(Collected data entries)
-=-=-
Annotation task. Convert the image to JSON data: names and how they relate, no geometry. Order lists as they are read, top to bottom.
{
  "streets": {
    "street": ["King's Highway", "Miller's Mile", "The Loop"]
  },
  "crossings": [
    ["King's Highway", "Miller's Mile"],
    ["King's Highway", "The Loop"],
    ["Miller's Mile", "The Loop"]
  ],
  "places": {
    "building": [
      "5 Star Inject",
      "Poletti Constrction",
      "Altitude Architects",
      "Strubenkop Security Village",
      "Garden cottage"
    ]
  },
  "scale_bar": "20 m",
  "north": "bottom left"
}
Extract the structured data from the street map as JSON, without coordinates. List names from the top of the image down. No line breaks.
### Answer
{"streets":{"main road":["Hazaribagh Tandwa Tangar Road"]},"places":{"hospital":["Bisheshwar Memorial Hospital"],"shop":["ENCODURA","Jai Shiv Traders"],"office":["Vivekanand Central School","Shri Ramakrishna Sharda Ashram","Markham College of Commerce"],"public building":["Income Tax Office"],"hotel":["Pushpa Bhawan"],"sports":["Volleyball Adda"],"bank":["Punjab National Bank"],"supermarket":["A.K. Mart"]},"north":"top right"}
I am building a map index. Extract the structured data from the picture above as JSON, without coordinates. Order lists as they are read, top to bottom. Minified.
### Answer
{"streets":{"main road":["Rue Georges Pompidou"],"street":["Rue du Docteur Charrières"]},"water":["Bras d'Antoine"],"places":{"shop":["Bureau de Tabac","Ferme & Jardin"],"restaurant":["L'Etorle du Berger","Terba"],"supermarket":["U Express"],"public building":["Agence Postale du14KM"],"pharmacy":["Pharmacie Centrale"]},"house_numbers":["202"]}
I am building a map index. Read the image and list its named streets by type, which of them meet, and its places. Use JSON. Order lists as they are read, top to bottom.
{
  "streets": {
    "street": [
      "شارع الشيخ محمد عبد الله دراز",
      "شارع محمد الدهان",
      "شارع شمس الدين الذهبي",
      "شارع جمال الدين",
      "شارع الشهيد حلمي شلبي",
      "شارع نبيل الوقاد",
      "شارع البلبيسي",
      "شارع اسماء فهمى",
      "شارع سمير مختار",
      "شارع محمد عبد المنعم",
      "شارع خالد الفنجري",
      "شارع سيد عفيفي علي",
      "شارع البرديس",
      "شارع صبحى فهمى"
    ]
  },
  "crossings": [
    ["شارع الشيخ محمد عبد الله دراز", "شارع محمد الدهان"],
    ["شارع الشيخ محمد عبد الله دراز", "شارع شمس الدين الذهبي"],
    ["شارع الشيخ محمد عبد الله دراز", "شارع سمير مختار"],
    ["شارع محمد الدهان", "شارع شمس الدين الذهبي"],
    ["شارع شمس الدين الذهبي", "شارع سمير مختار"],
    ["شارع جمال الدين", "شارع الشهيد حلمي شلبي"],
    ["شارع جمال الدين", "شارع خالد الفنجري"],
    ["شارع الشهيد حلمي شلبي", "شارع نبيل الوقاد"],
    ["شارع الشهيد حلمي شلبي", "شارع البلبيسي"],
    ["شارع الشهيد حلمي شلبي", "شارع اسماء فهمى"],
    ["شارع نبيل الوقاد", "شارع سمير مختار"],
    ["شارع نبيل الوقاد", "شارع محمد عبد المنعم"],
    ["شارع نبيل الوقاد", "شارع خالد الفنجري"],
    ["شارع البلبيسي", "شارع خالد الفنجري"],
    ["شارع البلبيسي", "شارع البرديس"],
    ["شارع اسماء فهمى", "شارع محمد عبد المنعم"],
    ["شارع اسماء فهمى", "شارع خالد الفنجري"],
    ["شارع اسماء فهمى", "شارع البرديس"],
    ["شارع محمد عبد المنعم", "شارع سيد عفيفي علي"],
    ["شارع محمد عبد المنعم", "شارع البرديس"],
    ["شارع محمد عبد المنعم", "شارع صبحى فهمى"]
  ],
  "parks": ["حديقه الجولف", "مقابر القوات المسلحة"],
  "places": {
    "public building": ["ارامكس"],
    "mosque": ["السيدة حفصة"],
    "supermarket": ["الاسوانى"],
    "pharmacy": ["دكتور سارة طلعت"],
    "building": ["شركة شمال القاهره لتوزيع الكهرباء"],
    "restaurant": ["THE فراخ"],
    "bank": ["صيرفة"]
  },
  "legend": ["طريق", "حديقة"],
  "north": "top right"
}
-=-=-
» **Required work**
The answer must consist of every line from the entries above that contains the string "Extract".

» **Output below**
Extract the structured data from the street map as JSON, without coordinates. List names from the top of the image down. No line breaks.
I am building a map index. Extract the structured data from the picture above as JSON, without coordinates. Order lists as they are read, top to bottom. Minified.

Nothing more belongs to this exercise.